The annual program, which awarded its first round of seven grants in March 2023, prioritizes projects that focus on climate adaptation and mitigation, and those involving marine mammals, coral reefs, marine protected areas, and deep ocean environments in what’s known as the twilight zone. Awardees will explore how natural processes and marine life – spanning tiny drifting organisms known as plankton to vast coral colonies and migrating whales – help regulate the climate and could play a role in mitigation strategies. 

Priority regions include Antarctica and the tropical Pacific. Converging currents and seasonal ice surrounding the frozen continent play a central yet understudied role in regulating Earth’s climate. Meanwhile, island nations in the tropical Pacific must adapt to sea level rise and other climate-driven events that damage coral reefs, threatening food security and livelihoods.
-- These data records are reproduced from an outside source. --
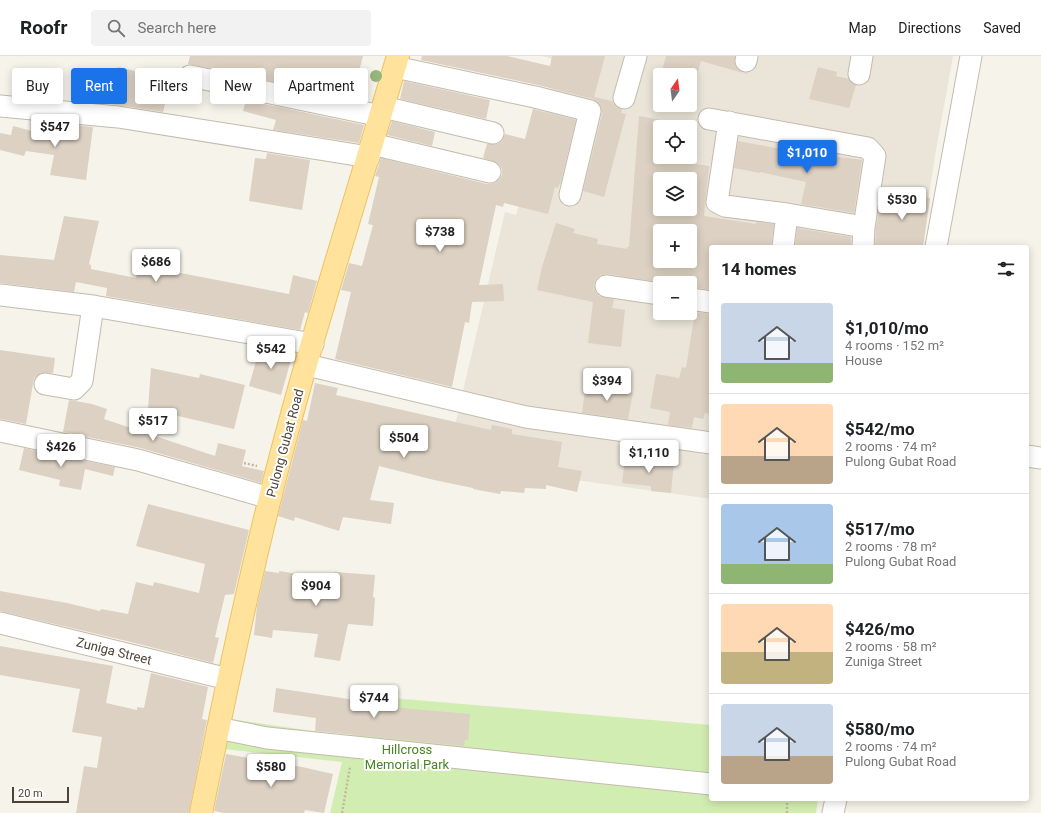 <!DOCTYPE html>
<html lang="en">
<head>
<meta charset="utf-8">
<style>
  :root { --surface:#fff; --page:#f2f2f2; --text:#202124; --muted:#757577; --line:#e0e0e0; --accent:#1a73e8 }
  body { margin:0; font-family:Roboto,sans-serif; background:var(--page); color:var(--text); height:100vh; display:flex; flex-direction:column; font-size:15px; white-space:nowrap }
  * { box-sizing:border-box; margin:0 }
  p { font-size:13px; color:var(--muted) }
  .icon { flex:none; width:22px; height:22px; fill:none; stroke:currentColor; stroke-width:2; stroke-linecap:round; stroke-linejoin:round }
  .map { position:relative; flex:1; overflow:hidden }
  .drawer { position:absolute; left:709px; top:189px; width:320px; height:556px; display:flex; flex-direction:column; background:var(--surface); border-radius:4px; box-shadow:0 2px 10px #0003 }
  .drawer>* { flex:none }
  .top-card { position:absolute; left:12px; top:12px; width:380px; height:36px; display:flex; gap:8px }
  .needle { width:26px; rotate:14deg }
  .buttons { position:absolute; left:653px; top:12px; display:grid; gap:8px }
  .buttons a { display:grid; place-items:center; width:44px; height:44px; border-radius:4px; background:var(--surface); box-shadow:0 2px 10px #0003; font-size:20px }
  .scale { position:absolute; left:12px; bottom:10px; width:57px; box-sizing:border-box; padding-left:4px; border:2px solid #4b4337; border-top:0; font-size:11px; line-height:14px; white-space:nowrap; color:#4b4337; -webkit-text-stroke:3px #fff; paint-order:stroke }
  .price { position:absolute; translate:-50% -34px; padding:0 9px; border-radius:4px; background:#fff; color:#222; font-size:13px; line-height:26px; filter:drop-shadow(0 1px 2px #0008) }
  .price::after { content:''; position:absolute; left:50%; top:24px; width:12px; height:9px; margin-left:-6px; background:inherit; clip-path:polygon(0 0,100% 0,50% 100%) }
  .price.current { background:var(--accent); color:#fff }
  ul { padding:0; list-style:none }
  li { display:flex; align-items:center; gap:12px; height:100px; padding:0 12px }
  li+li { border-top:1px solid var(--line) }
  li span { display:grid; place-items:center; flex:none; width:112px; height:80px; border-radius:4px; color:#555 }
  li>.icon { margin-inline-start:auto }
  span .icon { width:48px; height:48px; fill:#fffc; stroke-width:1 }
  li b { font-size:17px }
  h2 { display:flex; justify-content:space-between; align-items:center; height:48px; padding:0 12px; font-size:17px }
  .pill { padding:0 14px; border-radius:4px; background:var(--surface); box-shadow:0 2px 10px #0003; font-size:14px; line-height:36px }
  .pill.current { background:var(--accent); color:#fff }
  header { display:flex; align-items:center; gap:24px; box-sizing:border-box; height:56px; padding:0 20px; background:var(--surface); border-bottom:1px solid var(--line) }
  header strong { font-size:19px }
  nav { display:flex; gap:22px; margin-inline-start:auto; font-size:14px }
  .search { width:280px; height:36px; background:var(--page); display:flex; align-items:center; gap:10px; box-sizing:border-box; padding:0 14px; border-radius:4px; color:var(--muted); font-size:15px }
  .map>svg:first-child { display:block }
  .residential { fill:#eae5d8; fill-rule:evenodd }
  .green { fill:#d2edb1 }
  .building { fill:#dcd1c2; fill-rule:evenodd }
  .lines { fill:none; stroke-linecap:round; stroke-linejoin:round }
  .minor-casing { stroke:#c3bbac; stroke-width:23 }
  .major-casing { stroke:#edc262; stroke-width:24 }
  .path { stroke:#c6b79c; stroke-width:2.5; stroke-dasharray:2 2; stroke-linecap:butt }
  .minor { stroke:#fff; stroke-width:21 }
  .major { stroke:#ffe29b; stroke-width:22 }
  .tree { fill:#97b57e }
  .labels { text-anchor:middle; dominant-baseline:central; stroke-width:4; stroke-linejoin:round; paint-order:stroke }
  .street-label { font-size:13px; fill:#4b4337; stroke:#fff }
  .park-label { font-size:13px; fill:#498325; stroke:#fff }
</style>
</head>
<body>
<header>
<strong>Roofr</strong>
<div class="search"><svg class="icon" aria-label="search" viewBox="0 0 24 24"><circle cx="10" cy="10" r="6"/><path d="M15 15l6 6"/></svg>Search here</div>
<nav><a>Map</a><a>Directions</a><a>Saved</a></nav>
</header>
<div class="map">
<svg width="1041" height="757" viewBox="0 0 1041 757">
  <rect width="100%" height="100%" fill="#f6f3ea"/>
  <path class="residential" d="M542 0H953L935 100 921 191H711V443L504 414 447 403 505 156 516 159 561 5ZM660 19H690V49H660ZM660 71H690V101H660ZM660 123H690V153H660ZM660 175H690V205H660ZM660 227H690V257H660Z"/>
  <path class="green" d="M356 639 711 669V743H818L816 757H330L342 706 224 693 230 663 353 681Z"/>
  <path class="building" d="M190 0H363L352 42 188 8Z
    M422 0H507L550 10 552 0H605L594 41 612 45 616 51 622 54 621 57 626 58 604 141 583 135 602 58 601 51 598 46 593 43 538 29 421 4Z
    M666 0H735V8L738 14 743 17H748L747 18 701 5 697 19H661Z
    M118 11 144 17 143 20 170 28 163 56 110 48Z
    M818 11 837 16 836 20 849 23 856 29 849 52 809 43Z
    M404 25 490 44 486 63 400 43Z
    M246 44 364 69 359 87 273 74 276 64 243 55Z
    M533 53 576 64 560 129 559 128 558 132 555 131 548 158 504 147 503 151 496 149 479 229 503 228 504 245 472 246 469 267 465 266 452 331 335 303 351 236 341 234 349 207 362 210 373 169 368 168 379 121 375 120 381 102 487 128 494 127 499 124 502 119V113L498 107 483 102 487 88H497L502 85 505 78 525 83Z
    M639 60 660 64V103L709 110 704 160 756 168V166L774 168 771 191H711V234L690 231V227H664L608 218 601 219 597 222 594 228 595 235 599 240 614 243 612 252 625 254 621 291 588 287 593 246 537 234 542 211 556 167 575 173 573 177 598 183 597 188 627 193V191H629ZM660 123H690V153H660ZM660 175H690V205H660Z
    M392 65 435 76 432 90 387 79Z
    M57 67 93 71 86 124 50 119 54 99 26 95 24 100 0 94V77L11 79 13 70 55 81Z
    M738 85 787 94 862 104 854 157 801 148 806 126 760 116V117L734 112Z
    M267 97 310 104 302 154 249 145 255 102 266 103Z
    M882 135 930 142 923 191H875L876 172Z
    M64 160 99 165 89 208 91 209V213L136 222 139 209 289 238 293 219 317 225 308 257 305 256 300 274 106 240 107 232 76 226 74 236 0 227V199L54 204Z
    M797 172 851 181V191H795Z
    M695 256 711 258V358L705 357 703 363 694 361 692 372 668 369 670 356 650 352 656 318 679 322 682 311 686 312Z
    M260 291 293 297 281 339 249 330Z
    M0 294 55 302 53 317H41L34 322 26 368 0 363Z
    M151 312 199 322 200 318 245 329 234 373 148 353Z
    M315 327 338 332 336 339 491 374 492 369 512 373V378L562 386 558 411 582 415 577 436 546 429V433L525 432 524 437 501 435 500 438 473 433V432L434 424 379 410 370 444 394 447 391 468 343 461 339 475 295 461 294 465 278 460 303 364 307 365Z
    M586 327 633 337 628 363 582 357Z
    M69 344 92 348 107 353 104 363 215 400 218 387 246 394 242 410 264 415 261 427 141 392 63 376Z
    M24 392 115 411 113 420 85 413 81 434 59 430 60 424 19 414Z
    M625 402 674 406 671 437 651 435V430L622 427Z
    M148 448 249 474 234 538 225 539 215 581 219 582 213 607 131 586 0 555V535L67 547 100 555 101 553 128 558 136 526 153 530 154 526 199 537 205 508 136 490Z
    M265 515 279 517V515L316 521 317 519 334 522 335 516 375 519 373 541 375 542 373 570 348 568 340 605 314 601 318 578 273 574 272 582 254 579 257 550Z
    M0 590 113 610 106 647 137 654V651L144 652 151 617 208 631 202 663 207 664 189 757H76L84 710 97 712 102 681 72 676 80 633 0 619Z
    M276 632 355 644 354 648 470 658 468 684H465L464 690 315 675 316 662 273 656Z
    M226 698 302 711 333 718 324 757 305 754 304 757H224L214 755Z"/>
  <g class="lines">
    <g class="minor-casing">
      <path id="minor" d="M746 5 747 0
        M395 11 535 41 590 55 570 139
        M859 18 862 0
        M190 20 381 60
        M624 42 636 0
        M0 50 118 61 369 101
        M383 51 493 77
        M709 63 868 92 875 100 864 171 863 191
        M729 66 717 146 725 150 787 158 864 171
        M372 88 490 116
        M783 191 787 158
        M936 191 971 0
        M606 230 660 238
        M0 239 93 250 313 288
        M690 243 711 246
        M307 309 526 361 711 387
        M45 328 74 333 82 325 93 250
        M0 375 138 404 270 442
        M1027 400 1041 402
        M0 567 228 623
        M218 672 267 682 711 728
        M833 757 836 743"/>
    </g>
    <g class="major-casing">
      <path id="major" d="M201 757C222 652 244 546 270 442 307 293 355 147 398 0"/>
    </g>
    <path class="path" d="M244 407 257 410
      M342 757 350 711
      M787 757V743"/>
    <use href="#minor" class="minor"/>
    <use href="#major" class="major"/>
  </g>
  <circle class="tree" cx="376" cy="20" r="6"/>
  <g class="labels">
    <g class="street-label">
      <text transform="translate(285 387) rotate(-75)">Pulong Gubat Road</text>
      <text transform="translate(114 595) rotate(14)">Zuniga Street</text>
    </g>
    <g class="park-label">
      <text x="407" y="693">Hillcross<tspan x="407" dy="15">Memorial Park</tspan></text>
    </g>
  </g>
</svg>
<div class="buttons">
<a><svg class="needle" viewBox="-14 -14 28 28"><path d="M0-13l5 13h-10z" fill="#e53935"/><path d="M0 13l5-13h-10z" fill="#757577"/></svg></a>
<a><svg class="icon" aria-label="locate" viewBox="0 0 24 24"><circle cx="12" cy="12" r="6"/><path d="M12 2v4M12 18v4M2 12h4M18 12h4"/></svg></a>
<a><svg class="icon" aria-label="layers" viewBox="0 0 24 24"><path d="M12 4l9 5-9 5-9-5zM3 14l9 5 9-5"/></svg></a>
<a>+</a>
<a>−</a>
</div>
<div class="scale">20 m</div>
<b class="price" style="left:55px;top:92px">$547</b>
<b class="price current" style="left:807px;top:118px">$1,010</b>
<b class="price" style="left:902px;top:165px">$530</b>
<b class="price" style="left:440px;top:197px">$738</b>
<b class="price" style="left:156px;top:227px">$686</b>
<b class="price" style="left:271px;top:314px">$542</b>
<b class="price" style="left:607px;top:346px">$394</b>
<b class="price" style="left:153px;top:386px">$517</b>
<b class="price" style="left:404px;top:403px">$504</b>
<b class="price" style="left:61px;top:412px">$426</b>
<b class="price" style="left:649px;top:418px">$1,110</b>
<b class="price" style="left:316px;top:551px">$904</b>
<b class="price" style="left:374px;top:663px">$744</b>
<b class="price" style="left:271px;top:732px">$580</b>
<div class="top-card">
<a class="pill">Buy</a>
<a class="pill current">Rent</a>
<a class="pill">Filters</a>
<a class="pill">New</a>
<a class="pill">Apartment</a>
</div>
<section class="drawer">
<h2>14 homes<svg class="icon" aria-label="filters" viewBox="0 0 24 24"><path d="M4 7h16M4 17h16"/><circle cx="9" cy="7" r="2"/><circle cx="15" cy="17" r="2"/></svg></h2>
<ul>
<li><span style="background:linear-gradient(#c9d6e8 75%,#8fb573 0)"><svg class="icon" aria-label="home" viewBox="0 0 24 24"><path d="M3 11l9-7 9 7M6 9v11h12V9"/></svg></span><div><b>$1,010/mo</b><p>4 rooms · 152 m²</p><p>House</p></div></li>
<li><span style="background:linear-gradient(#ffd9b3 65%,#b9a48a 0)"><svg class="icon" aria-label="home" viewBox="0 0 24 24"><path d="M3 11l9-7 9 7M6 9v11h12V9"/></svg></span><div><b>$542/mo</b><p>2 rooms · 74 m²</p><p>Pulong Gubat Road</p></div></li>
<li><span style="background:linear-gradient(#a9c7e8 75%,#8fb573 0)"><svg class="icon" aria-label="home" viewBox="0 0 24 24"><path d="M3 11l9-7 9 7M6 9v11h12V9"/></svg></span><div><b>$517/mo</b><p>2 rooms · 78 m²</p><p>Pulong Gubat Road</p></div></li>
<li><span style="background:linear-gradient(#ffd9b3 60%,#c2b280 0)"><svg class="icon" aria-label="home" viewBox="0 0 24 24"><path d="M3 11l9-7 9 7M6 9v11h12V9"/></svg></span><div><b>$426/mo</b><p>2 rooms · 58 m²</p><p>Zuniga Street</p></div></li>
<li><span style="background:linear-gradient(#c9d6e8 65%,#b9a48a 0)"><svg class="icon" aria-label="home" viewBox="0 0 24 24"><path d="M3 11l9-7 9 7M6 9v11h12V9"/></svg></span><div><b>$580/mo</b><p>2 rooms · 74 m²</p><p>Pulong Gubat Road</p></div></li>
</ul>
</section>
</div>
</body>
</html>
“We’re witnessing an era of unprecedented environmental change. These grants allow us to accelerate research in priority areas that could buy us time to avoid catastrophic tipping points,” said Micheli. “It's all hands on deck until we identify and scale collaborative solutions.”

Supported and administered by the Stanford Woods Institute for the Environment’s Environmental Venture Projects program, the new program encourages diverse project teams that span disciplines, education levels, genders, and geographies. This approach reflects the Ocean Department’s commitment to encouraging partnerships across and beyond the university, and bridging traditional disciplines like marine science with engineering, business, and the humanities to generate new knowledge and advance sustainability solutions.

Learn more about the inaugural recipients of the Big Ideas for Oceans grants below.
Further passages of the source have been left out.